===== DATA FOR THE TASK =====
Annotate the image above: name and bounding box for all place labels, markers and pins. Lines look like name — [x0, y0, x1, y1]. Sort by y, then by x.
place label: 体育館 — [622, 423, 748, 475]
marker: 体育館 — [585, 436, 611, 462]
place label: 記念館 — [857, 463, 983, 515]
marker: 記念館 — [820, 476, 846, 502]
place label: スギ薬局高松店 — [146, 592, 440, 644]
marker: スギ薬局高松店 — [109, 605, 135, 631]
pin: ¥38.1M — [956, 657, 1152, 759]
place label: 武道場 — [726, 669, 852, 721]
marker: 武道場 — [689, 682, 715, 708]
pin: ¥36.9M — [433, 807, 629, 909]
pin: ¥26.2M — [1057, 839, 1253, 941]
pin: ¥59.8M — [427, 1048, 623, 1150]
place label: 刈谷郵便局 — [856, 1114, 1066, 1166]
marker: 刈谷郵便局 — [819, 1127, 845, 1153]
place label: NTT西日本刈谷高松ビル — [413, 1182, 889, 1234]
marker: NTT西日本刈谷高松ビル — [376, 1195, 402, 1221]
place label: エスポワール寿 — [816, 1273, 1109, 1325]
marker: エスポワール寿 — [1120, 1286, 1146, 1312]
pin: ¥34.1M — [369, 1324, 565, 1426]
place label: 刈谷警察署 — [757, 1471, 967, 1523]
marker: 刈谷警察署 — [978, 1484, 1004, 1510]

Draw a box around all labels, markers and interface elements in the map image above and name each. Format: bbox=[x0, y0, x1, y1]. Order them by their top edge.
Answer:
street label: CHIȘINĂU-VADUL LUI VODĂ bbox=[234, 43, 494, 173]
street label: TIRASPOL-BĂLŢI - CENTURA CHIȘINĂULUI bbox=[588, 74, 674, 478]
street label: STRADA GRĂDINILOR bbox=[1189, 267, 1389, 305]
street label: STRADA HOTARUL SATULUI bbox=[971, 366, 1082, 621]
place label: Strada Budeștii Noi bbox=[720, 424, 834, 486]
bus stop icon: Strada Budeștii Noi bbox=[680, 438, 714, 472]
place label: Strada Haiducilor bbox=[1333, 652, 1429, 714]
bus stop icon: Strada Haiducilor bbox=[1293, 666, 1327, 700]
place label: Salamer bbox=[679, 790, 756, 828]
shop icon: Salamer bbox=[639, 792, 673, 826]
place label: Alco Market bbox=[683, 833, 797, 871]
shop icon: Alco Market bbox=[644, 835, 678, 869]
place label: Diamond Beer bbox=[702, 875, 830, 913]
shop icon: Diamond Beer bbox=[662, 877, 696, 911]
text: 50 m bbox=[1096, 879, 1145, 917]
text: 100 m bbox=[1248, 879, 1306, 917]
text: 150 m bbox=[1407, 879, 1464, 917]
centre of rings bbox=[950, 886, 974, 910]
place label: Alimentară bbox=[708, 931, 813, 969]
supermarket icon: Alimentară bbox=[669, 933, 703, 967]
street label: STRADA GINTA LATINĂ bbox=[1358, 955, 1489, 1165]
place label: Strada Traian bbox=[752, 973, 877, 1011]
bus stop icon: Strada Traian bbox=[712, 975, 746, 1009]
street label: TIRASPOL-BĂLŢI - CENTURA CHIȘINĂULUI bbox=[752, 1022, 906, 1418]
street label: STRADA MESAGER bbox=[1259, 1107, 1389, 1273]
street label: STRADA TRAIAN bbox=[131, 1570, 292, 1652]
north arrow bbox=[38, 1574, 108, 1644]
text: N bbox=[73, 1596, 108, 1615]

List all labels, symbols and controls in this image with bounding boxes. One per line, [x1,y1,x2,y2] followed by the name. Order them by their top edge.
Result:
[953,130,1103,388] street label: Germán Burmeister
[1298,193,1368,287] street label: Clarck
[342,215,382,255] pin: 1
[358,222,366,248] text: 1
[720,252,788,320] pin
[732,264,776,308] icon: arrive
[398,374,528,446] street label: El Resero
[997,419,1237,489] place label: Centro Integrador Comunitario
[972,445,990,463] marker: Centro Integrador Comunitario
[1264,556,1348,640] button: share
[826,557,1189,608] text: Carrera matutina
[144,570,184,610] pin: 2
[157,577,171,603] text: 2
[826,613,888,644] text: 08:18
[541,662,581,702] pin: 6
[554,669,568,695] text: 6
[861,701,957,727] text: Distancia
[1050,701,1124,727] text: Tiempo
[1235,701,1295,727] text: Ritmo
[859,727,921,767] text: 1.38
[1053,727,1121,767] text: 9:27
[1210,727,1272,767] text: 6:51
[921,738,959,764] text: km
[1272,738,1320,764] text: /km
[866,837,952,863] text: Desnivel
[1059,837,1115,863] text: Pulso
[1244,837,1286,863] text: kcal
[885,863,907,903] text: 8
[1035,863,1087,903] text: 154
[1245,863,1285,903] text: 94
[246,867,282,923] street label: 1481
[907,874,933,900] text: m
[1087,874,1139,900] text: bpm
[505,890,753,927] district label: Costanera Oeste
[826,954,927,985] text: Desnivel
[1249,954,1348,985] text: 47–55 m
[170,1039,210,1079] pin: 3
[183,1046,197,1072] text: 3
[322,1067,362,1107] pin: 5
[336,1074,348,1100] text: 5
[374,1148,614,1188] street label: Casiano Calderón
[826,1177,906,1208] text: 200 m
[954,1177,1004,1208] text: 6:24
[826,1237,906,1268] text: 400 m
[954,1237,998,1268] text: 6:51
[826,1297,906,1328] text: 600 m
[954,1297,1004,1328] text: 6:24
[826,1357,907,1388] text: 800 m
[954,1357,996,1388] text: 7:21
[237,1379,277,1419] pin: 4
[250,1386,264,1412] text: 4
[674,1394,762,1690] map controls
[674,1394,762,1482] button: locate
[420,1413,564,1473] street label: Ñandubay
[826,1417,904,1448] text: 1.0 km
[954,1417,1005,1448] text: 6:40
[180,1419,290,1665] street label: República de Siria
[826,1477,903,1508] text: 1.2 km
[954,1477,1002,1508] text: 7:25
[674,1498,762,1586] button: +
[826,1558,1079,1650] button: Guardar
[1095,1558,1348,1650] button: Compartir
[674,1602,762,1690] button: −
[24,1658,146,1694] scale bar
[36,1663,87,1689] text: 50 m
=====
ABOUT THIS EXERCISE
The lines above that hold the word "Alco" are the ones to copy.

EXERCISE ANSWER
place label: Alco Market bbox=[683, 833, 797, 871]
shop icon: Alco Market bbox=[644, 835, 678, 869]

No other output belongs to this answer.